Records contained in a dataset:
/---

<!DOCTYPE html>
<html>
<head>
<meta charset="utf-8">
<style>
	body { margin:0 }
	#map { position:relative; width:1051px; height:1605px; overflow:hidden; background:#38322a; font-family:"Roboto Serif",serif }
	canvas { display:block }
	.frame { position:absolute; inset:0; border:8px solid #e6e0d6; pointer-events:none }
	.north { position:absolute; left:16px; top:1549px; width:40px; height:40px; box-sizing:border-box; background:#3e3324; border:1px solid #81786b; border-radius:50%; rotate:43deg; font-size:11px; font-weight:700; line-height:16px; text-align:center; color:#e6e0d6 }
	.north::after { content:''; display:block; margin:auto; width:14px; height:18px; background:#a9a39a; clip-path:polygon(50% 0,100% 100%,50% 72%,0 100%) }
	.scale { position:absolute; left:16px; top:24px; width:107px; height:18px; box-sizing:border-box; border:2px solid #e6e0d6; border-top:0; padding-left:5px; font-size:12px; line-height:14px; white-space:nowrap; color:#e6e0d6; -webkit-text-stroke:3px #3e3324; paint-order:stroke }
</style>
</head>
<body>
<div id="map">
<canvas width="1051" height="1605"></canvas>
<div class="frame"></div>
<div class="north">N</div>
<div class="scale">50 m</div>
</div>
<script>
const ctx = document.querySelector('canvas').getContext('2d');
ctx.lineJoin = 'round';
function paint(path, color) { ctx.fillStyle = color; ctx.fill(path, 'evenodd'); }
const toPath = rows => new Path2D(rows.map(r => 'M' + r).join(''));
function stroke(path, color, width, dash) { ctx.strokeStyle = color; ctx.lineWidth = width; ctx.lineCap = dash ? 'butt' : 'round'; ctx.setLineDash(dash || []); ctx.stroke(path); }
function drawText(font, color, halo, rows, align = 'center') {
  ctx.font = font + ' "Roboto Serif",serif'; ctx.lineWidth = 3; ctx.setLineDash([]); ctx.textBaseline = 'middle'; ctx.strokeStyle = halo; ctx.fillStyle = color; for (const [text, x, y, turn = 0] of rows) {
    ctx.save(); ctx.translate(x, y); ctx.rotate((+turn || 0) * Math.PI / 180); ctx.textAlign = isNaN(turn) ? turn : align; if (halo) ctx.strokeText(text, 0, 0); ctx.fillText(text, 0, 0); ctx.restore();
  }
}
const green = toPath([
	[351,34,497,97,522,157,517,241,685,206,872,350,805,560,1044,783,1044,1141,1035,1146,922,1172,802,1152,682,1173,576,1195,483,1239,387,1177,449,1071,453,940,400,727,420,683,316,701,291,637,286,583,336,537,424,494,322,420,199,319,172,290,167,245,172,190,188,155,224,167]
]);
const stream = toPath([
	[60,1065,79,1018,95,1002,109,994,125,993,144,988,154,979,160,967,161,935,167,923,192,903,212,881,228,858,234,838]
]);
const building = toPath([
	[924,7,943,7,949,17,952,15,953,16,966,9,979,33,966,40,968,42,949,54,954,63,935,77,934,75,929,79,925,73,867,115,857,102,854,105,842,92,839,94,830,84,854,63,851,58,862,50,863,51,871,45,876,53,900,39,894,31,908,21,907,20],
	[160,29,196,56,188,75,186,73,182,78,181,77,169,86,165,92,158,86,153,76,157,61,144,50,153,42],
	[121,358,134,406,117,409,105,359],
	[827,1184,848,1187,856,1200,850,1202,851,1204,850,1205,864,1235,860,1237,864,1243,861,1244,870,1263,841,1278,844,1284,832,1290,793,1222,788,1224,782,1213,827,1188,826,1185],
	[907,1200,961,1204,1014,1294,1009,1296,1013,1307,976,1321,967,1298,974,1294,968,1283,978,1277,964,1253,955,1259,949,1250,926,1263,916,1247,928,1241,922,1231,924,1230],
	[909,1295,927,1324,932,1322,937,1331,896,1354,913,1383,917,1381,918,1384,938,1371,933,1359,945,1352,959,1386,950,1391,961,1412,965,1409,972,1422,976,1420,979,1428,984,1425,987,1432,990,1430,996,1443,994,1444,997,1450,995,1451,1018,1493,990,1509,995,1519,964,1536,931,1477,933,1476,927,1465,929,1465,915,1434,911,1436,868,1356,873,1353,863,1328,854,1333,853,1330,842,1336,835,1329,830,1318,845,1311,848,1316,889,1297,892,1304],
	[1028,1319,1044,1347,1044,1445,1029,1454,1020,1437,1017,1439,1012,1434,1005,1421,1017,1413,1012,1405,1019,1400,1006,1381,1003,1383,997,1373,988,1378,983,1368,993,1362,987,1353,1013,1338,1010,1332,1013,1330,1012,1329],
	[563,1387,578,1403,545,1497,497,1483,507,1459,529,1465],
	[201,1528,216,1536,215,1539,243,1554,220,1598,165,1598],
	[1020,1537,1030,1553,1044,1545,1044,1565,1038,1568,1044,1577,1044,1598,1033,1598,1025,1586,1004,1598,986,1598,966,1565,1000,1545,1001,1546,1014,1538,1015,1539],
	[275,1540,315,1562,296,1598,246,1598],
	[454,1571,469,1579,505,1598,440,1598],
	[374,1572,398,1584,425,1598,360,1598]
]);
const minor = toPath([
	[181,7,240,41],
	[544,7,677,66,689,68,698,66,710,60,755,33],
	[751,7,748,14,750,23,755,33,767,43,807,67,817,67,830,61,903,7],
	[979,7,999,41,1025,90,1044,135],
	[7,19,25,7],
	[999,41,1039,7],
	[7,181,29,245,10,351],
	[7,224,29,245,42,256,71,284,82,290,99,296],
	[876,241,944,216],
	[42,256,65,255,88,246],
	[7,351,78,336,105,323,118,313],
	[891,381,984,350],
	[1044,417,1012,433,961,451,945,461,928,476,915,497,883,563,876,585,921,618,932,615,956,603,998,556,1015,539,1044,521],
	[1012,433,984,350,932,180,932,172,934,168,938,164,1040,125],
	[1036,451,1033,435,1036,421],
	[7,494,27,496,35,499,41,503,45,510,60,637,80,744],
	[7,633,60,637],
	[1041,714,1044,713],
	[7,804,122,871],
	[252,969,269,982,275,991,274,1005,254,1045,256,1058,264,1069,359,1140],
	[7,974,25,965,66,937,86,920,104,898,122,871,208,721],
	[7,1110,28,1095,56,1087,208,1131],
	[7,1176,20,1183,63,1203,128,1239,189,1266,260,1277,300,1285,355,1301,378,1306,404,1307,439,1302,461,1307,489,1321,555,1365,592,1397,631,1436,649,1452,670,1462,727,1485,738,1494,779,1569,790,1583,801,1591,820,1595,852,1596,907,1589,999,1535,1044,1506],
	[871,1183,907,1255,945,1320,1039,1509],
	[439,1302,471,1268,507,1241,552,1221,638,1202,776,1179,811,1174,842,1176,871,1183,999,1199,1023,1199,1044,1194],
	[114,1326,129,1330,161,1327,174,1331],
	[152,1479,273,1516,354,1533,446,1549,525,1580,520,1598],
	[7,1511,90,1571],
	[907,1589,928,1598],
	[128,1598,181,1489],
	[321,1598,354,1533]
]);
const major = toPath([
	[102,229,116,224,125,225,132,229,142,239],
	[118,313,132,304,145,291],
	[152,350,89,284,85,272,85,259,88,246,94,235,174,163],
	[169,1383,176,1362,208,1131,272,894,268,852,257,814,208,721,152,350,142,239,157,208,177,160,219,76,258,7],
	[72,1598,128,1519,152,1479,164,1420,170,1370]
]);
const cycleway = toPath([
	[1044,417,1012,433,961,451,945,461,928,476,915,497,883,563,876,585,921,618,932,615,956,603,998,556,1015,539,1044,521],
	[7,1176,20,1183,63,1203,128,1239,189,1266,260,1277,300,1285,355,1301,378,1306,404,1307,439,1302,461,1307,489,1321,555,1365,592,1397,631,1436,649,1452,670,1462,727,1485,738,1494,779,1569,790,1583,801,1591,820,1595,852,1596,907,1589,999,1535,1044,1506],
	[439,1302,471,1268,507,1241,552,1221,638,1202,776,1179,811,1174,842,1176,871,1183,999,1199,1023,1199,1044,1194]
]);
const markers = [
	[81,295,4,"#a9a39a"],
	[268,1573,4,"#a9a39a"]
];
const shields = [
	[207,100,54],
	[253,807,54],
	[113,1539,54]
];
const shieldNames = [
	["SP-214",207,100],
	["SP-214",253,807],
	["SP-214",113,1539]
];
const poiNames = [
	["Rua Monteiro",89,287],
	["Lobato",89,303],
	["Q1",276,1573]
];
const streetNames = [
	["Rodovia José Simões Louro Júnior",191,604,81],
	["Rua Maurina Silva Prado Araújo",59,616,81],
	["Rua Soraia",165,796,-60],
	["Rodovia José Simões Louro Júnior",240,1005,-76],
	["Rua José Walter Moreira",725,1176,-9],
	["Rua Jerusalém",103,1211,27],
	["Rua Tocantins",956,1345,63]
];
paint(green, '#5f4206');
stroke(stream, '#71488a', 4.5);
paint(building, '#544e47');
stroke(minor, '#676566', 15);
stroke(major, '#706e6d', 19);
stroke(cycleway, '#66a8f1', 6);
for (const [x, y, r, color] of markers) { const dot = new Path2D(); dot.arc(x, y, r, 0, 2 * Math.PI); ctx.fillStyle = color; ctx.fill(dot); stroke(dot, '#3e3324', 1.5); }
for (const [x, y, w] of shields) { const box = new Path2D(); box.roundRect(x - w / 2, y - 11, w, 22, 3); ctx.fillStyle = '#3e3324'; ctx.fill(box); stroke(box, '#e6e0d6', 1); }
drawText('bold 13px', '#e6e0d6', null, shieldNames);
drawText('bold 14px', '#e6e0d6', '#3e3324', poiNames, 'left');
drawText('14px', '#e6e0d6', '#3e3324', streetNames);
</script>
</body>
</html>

\---

#### [Work to complete]
Check every line above for the string "function", and copy the ones that have it.

#### [Exercise response]
function paint(path, color) { ctx.fillStyle = color; ctx.fill(path, 'evenodd'); }
function stroke(path, color, width, dash) { ctx.strokeStyle = color; ctx.lineWidth = width; ctx.lineCap = dash ? 'butt' : 'round'; ctx.setLineDash(dash || []); ctx.stroke(path); }
function drawText(font, color, halo, rows, align = 'center') {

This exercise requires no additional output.